Nestled in the depths of the deep blue sea are a newly discovered species of ultra-black fish. Absorbing almost all light, marine biologists caught these fish deeper than 200 meters below sea level near the coast of California’s Monterey Bay. According to their findings, they absorb up to 99.956% of light proving, once again, how little we know about Earth’s internal world.
A team of researchers published their recent discovery of 16 new deep-sea species in Current Biology on Thursday. Undergoing extreme pressures and lack of sunlight, exploring how certain fish develop and evolve can tell us more about our oceans and how the changing climate may affect sea life. On another note, perhaps these findings continue to teach us the ever-changing diversity of life.

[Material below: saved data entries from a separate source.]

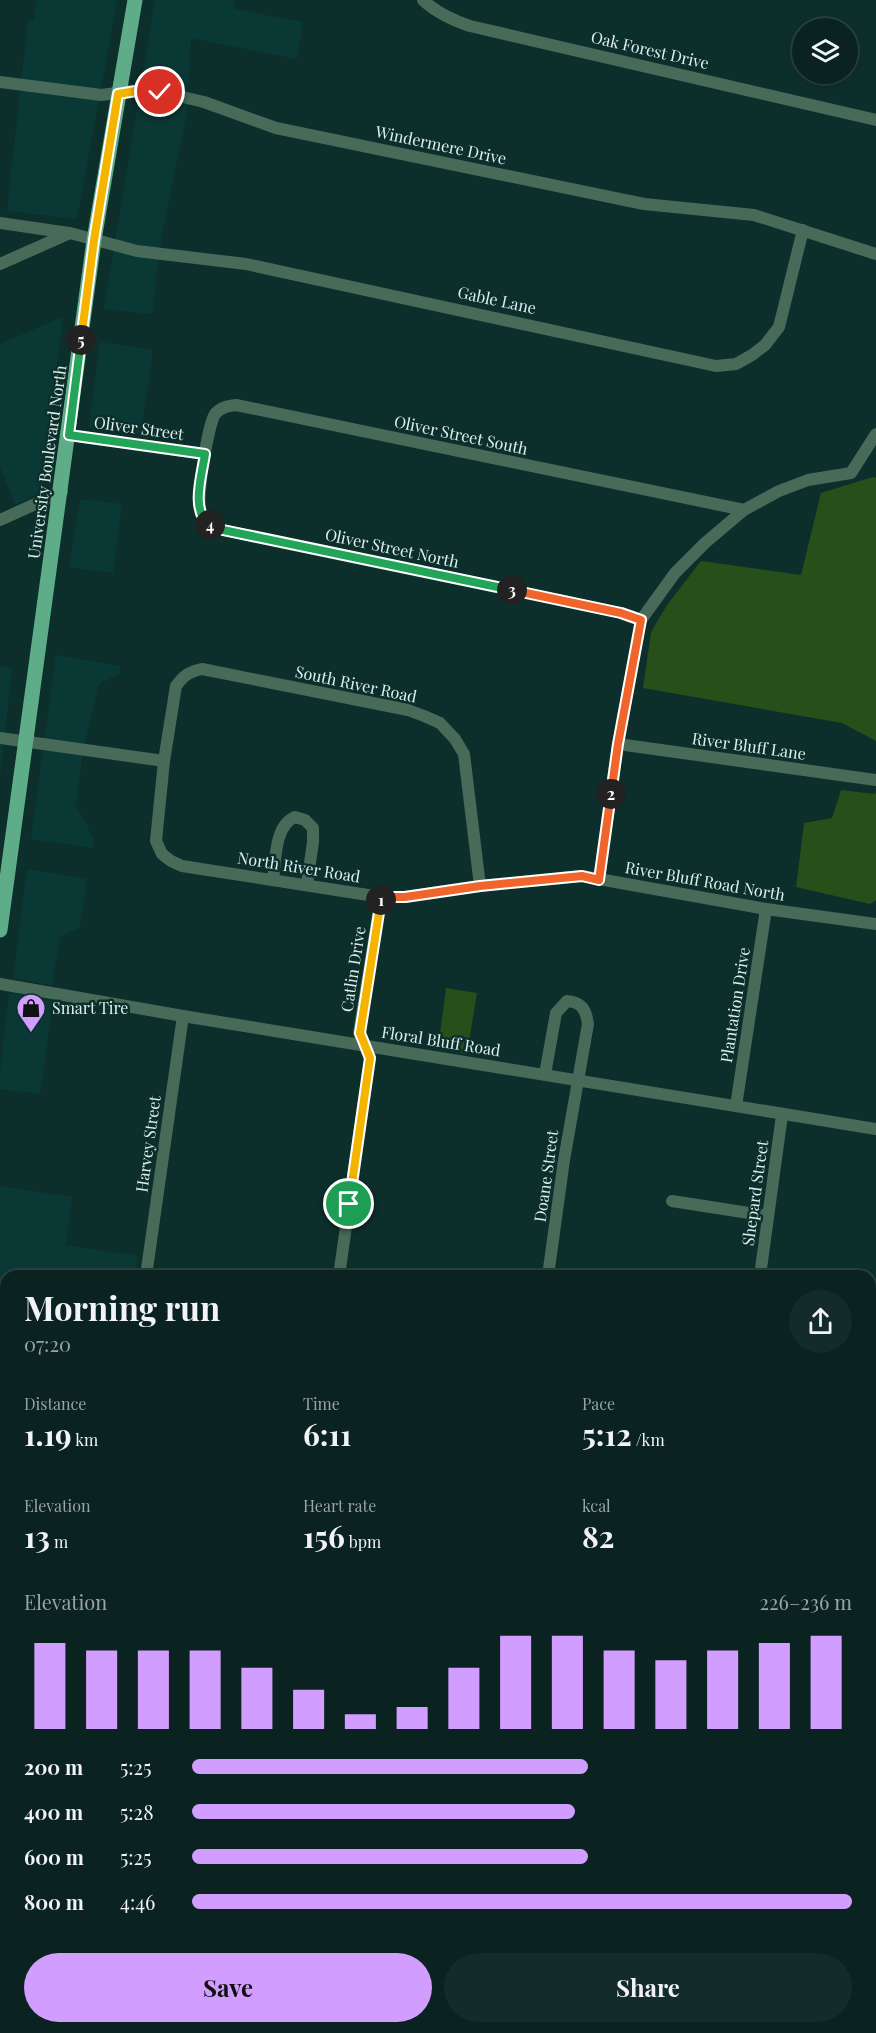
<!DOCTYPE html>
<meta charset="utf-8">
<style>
:root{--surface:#0a2321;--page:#132b2a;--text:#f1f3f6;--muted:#99a4a5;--line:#2a403f;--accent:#d19dfe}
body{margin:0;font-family:"Playfair Display",serif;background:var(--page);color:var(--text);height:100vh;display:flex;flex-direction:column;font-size:22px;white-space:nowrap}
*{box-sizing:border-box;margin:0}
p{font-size:20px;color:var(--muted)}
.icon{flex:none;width:33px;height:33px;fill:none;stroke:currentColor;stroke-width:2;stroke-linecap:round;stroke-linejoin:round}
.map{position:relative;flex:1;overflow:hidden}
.side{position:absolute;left:0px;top:1270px;width:876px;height:764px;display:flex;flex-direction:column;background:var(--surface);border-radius:18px 18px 0 0;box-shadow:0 3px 9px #0003,0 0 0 2px var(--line)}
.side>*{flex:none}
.fabs{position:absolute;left:792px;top:18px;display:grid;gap:12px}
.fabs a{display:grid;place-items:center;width:66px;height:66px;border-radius:50%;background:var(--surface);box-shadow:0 3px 9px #0003,0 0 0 2px var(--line);font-size:30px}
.pin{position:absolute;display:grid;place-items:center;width:51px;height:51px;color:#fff;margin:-26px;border:3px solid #fff;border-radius:50%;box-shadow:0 2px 6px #0007}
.km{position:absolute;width:30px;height:30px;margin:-15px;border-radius:50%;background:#222;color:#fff;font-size:16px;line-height:30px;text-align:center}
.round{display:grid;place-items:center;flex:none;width:63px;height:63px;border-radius:32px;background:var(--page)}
.headline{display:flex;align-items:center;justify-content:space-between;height:102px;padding:0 24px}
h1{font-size:33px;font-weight:700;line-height:45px}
.stats{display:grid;grid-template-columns:repeat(3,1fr);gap:9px;height:102px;padding:6px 24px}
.stats div{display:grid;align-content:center}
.stats b{font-size:30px;font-weight:700}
.stats small{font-size:16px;font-weight:400}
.stats p{font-size:16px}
.chart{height:168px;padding:12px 24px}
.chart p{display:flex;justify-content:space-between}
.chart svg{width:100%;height:108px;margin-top:6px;stroke:var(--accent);stroke-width:6}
.cta{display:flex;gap:12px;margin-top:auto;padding:12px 24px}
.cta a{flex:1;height:69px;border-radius:36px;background:var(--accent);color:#111;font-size:24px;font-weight:700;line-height:69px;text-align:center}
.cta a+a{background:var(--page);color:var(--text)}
ul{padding:0 24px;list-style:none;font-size:20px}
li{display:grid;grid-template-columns:96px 72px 1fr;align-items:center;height:45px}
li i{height:15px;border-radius:8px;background:var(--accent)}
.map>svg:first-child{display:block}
.built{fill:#0a3935}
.green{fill:#264f19}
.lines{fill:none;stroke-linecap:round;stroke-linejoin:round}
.minor{stroke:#476a59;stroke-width:12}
.major{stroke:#5fac89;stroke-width:15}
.split-1-casing{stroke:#fff;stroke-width:12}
.split-2-casing{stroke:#fff;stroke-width:12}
.split-3-casing{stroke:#fff;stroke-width:12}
.split-4-casing{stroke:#fff;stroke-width:12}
.split-5-casing{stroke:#fff;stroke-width:12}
.split-6-casing{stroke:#fff;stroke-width:12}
.split-1{stroke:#f5b400;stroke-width:8}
.split-2{stroke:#f0652b;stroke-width:8}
.split-3{stroke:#f0652b;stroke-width:8}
.split-4{stroke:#22a559;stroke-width:8}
.split-5{stroke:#22a559;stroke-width:8}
.split-6{stroke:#f5b400;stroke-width:8}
.labels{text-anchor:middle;stroke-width:5;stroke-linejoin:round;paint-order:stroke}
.street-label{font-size:16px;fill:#ddf0ed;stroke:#0d2f2c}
.poi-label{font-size:16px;fill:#ddf0ed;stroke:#0d2f2c;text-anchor:start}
</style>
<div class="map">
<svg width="876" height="2033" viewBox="0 0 876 2033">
<rect width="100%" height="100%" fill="#0d2f2c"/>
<!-- built -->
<g class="built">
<polygon points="36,0 117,0 77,219 7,211 28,20 34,21"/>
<polygon points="155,0 234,0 235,9 303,22 297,59 191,38 187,112 161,239 152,314 104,309"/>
<polygon points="63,317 41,492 15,505 0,466 0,344"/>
<polygon points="100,342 153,350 141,434 89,428"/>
<polygon points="80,499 122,504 113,573 69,567"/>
<polygon points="56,655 121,666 119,674 99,684 84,743 76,806 94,839 93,848 31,839"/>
<polygon points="0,666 12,668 0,777"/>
<polygon points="27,869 87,879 80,927 60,937 52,985 13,978"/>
<polygon points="9,993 53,1001 40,1094 0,1089 0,1073"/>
<polygon points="0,1186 72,1197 66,1245 138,1256 135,1276 6,1276 6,1395 0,1394"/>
<polygon points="0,1504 6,1505 6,2028 870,2028 870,1627 876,1628 876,2033 0,2033"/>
</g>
<!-- green -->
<g class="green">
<polygon points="873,477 876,478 876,741 842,723 643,688 651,632 667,605 701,561 801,575 821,493"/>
<polygon points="841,790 875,794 876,791 876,900 870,904 796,887 804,823 832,818"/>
<polygon points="446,988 477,993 467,1054 438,1049"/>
<polygon points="870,1627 876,1628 876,1972 870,1971"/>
</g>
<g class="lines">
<!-- minor -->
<g class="minor">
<path d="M423 0C437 13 452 20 470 26L876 120"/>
<polyline points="0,82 101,95 148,89 204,102 276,128 644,204 754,215 876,254"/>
<polyline points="0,223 69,233"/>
<polyline points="0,264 70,233 137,251 246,264 716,366 736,364 752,355 765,345 779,327 803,230"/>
<polyline points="69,435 205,454"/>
<polyline points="0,520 62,492"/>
<path d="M641 620 621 613 218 529C211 525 204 522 201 514 195 502 208 425 215 414 221 407 228 406 236 405L744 510"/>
<polyline points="0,738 164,761"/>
<polyline points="618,744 876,780"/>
<path d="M273 879C276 860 274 826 295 817L305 820 313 828V842L307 884"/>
<polyline points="599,880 618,744 641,620 675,573 705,543 744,510 779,491 808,480 851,473 876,434"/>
<path d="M480 886 464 754 455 739 440 723 424 716 408 710 202 669C189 672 184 675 176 686L164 761 156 841 162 854 171 861 182 866 381 897H405L480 886 582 876 766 909 876 924"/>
<polyline points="0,984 183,1016 876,1129"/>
<path d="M545 1074 556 1013 567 1001C582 1002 586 1010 588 1024L564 1160 548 1276"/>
<polyline points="736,1106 766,909"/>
<polyline points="672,1201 768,1216"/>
<polyline points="146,1276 183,1016"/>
<polyline points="339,1276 370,1058 359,1033 381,897"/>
<polyline points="760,1276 782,1115"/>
<polyline points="0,1337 6,1338"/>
<polyline points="0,1411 6,1410"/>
<polyline points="870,1460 876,1460"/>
<polyline points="0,1494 6,1498"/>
<polyline points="870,1534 876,1535"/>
<polyline points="870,1613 876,1614"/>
<polyline points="0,1870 6,1871"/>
<polyline points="730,2033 731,2028"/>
</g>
<!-- major -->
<polyline class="major" points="0,930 94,240 135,0"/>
</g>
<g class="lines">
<!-- split-1 casing -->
<g class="split-1-casing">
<polyline id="split-1" points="349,1204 370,1058 360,1033 381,900"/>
</g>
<!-- split-2 casing -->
<g class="split-2-casing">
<polyline id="split-2" points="381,900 381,897 405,897 480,886 582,876 599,880 611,794"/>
</g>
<!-- split-3 casing -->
<g class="split-3-casing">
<polyline id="split-3" points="512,590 621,613 641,620 618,744 611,794"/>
</g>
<!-- split-4 casing -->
<g class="split-4-casing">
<polyline id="split-4" points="210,525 218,529 512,590"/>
</g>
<!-- split-5 casing -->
<g class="split-5-casing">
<path id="split-5" d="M81 340 69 435 205 454C202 475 190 511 210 525"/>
</g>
<!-- split-6 casing -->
<g class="split-6-casing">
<polyline id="split-6" points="81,340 94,240 118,94 148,89 160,92"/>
</g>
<!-- split-1 -->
<use href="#split-1" class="split-1"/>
<!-- split-2 -->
<use href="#split-2" class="split-2"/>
<!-- split-3 -->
<use href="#split-3" class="split-3"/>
<!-- split-4 -->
<use href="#split-4" class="split-4"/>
<!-- split-5 -->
<use href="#split-5" class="split-5"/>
<!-- split-6 -->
<use href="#split-6" class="split-6"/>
</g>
<!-- icons -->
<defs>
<g id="shop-pin" transform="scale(1.5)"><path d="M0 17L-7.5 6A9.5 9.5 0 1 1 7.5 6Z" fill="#d19dfe" stroke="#0d2f2c"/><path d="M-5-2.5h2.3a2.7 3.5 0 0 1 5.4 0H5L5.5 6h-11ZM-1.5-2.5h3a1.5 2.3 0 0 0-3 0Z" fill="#111"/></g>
</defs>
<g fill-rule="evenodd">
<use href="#shop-pin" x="31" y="1008"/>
</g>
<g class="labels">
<!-- street labels -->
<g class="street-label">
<text transform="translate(650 50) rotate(13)" y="6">Oak Forest Drive</text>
<text transform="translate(441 145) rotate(12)" y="6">Windermere Drive</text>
<text transform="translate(497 300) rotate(12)" y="6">Gable Lane</text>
<text transform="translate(139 428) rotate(8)" y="6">Oliver Street</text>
<text transform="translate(461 435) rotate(12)" y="6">Oliver Street South</text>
<text transform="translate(47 462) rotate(-82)" y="6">University Boulevard North</text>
<text transform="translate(392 548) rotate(12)" y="6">Oliver Street North</text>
<text transform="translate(356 684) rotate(12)" y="6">South River Road</text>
<text transform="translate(749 746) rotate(8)" y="6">River Bluff Lane</text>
<text transform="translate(299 867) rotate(9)" y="6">North River Road</text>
<text transform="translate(705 881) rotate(10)" y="6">River Bluff Road North</text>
<text transform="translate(353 969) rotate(-81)" y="6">Catlin Drive</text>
<text transform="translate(735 1005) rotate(-81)" y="6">Plantation Drive</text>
<text transform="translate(441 1041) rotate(9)" y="6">Floral Bluff Road</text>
<text transform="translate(148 1144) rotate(-82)" y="6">Harvey Street</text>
<text transform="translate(546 1176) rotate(-82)" y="6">Doane Street</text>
<text transform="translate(755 1193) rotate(-82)" y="6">Shepard Street</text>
</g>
<!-- poi labels -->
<g class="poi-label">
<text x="52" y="1014">Smart Tire</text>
</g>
</g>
</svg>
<div class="fabs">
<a><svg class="icon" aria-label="layers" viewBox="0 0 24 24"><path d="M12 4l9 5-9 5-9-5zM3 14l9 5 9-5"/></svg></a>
</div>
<div class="pin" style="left:349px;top:1204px;background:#1e9e55"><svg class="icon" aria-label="arrive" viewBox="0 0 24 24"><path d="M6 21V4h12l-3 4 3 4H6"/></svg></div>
<div class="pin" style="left:160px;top:92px;background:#d93025"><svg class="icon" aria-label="check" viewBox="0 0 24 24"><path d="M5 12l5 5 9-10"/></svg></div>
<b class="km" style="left:381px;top:900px">1</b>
<b class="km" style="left:611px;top:794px">2</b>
<b class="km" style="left:512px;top:590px">3</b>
<b class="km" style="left:210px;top:525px">4</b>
<b class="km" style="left:81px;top:340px">5</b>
<section class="side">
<div class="headline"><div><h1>Morning run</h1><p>07:20</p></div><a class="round"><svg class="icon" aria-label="share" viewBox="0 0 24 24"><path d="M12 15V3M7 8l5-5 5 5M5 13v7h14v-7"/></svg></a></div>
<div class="stats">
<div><p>Distance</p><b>1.19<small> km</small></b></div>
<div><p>Time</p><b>6:11</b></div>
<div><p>Pace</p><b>5:12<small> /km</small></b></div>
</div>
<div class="stats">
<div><p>Elevation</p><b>13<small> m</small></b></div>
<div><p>Heart rate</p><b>156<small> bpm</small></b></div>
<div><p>kcal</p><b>82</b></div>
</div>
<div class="chart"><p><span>Elevation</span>226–236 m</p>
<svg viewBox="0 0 160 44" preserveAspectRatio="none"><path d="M5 44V9M15 44V12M25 44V12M35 44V12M45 44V19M55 44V28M65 44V38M75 44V35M85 44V19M95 44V6M105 44V6M115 44V12M125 44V16M135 44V12M145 44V9M155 44V6"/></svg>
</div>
<ul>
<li><b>200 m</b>5:25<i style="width:60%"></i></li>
<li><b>400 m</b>5:28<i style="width:58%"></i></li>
<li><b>600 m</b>5:25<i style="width:60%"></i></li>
<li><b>800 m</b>4:46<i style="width:100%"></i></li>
</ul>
<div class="cta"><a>Save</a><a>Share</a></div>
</section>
</div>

For example, to counter the darkness of a deep and dark sea some creatures develop bioluminescence to light their way. This results in a stunning blue glow that lights up the darkness underwater. At times, bioluminescence is also seen along the shores as the stars come out. However, not all creatures that dwell in the dark wish to be seen. In this case, extremely dark exteriors are developed to remain hidden.
Upon discovery, scientists weren’t fully aware of just how peculiar these deep-sea creatures were. In a statement, Karen Osborn, co-author of the study says, “I had tried to take pictures of deep-sea fish before and got nothing but these really horrible pictures, where you can’t see any detail. How is it that I can shine to strobe lights at them and all that light just disappears?”
After examining samples beneath the microscopic view, it became more clear as to how their skin functions. Containing melanosomes, containing melanin, these fish are equipped with an abundance of light-absorbing material. This is similar to what humans contain when absorbing sunlight to pigment skin or hair.
“But what isn’t absorbed side-scatters into the layer, and it’s absorbed by the neighboring pigments that are all packed right up close to it,” Osborn continues.
Basically, this group of species has evolved to be super-efficient in compacting and absorbing light to both keep them hidden from predators as well as prey.
It is also noted that these fish didn’t get this trait passed down to them by a common ancestor, but rather developed them on their own. Each fish has a different way of using this trait. For example, the threadfin dragonfish only possess this trait during adolescence for protection during vulnerable years.
This recent discovery hints at the vast and open sea beneath us. As scientists continue to explore the mysteries of the deep blue, it is highly probable more of these types of fish may begin to pop up.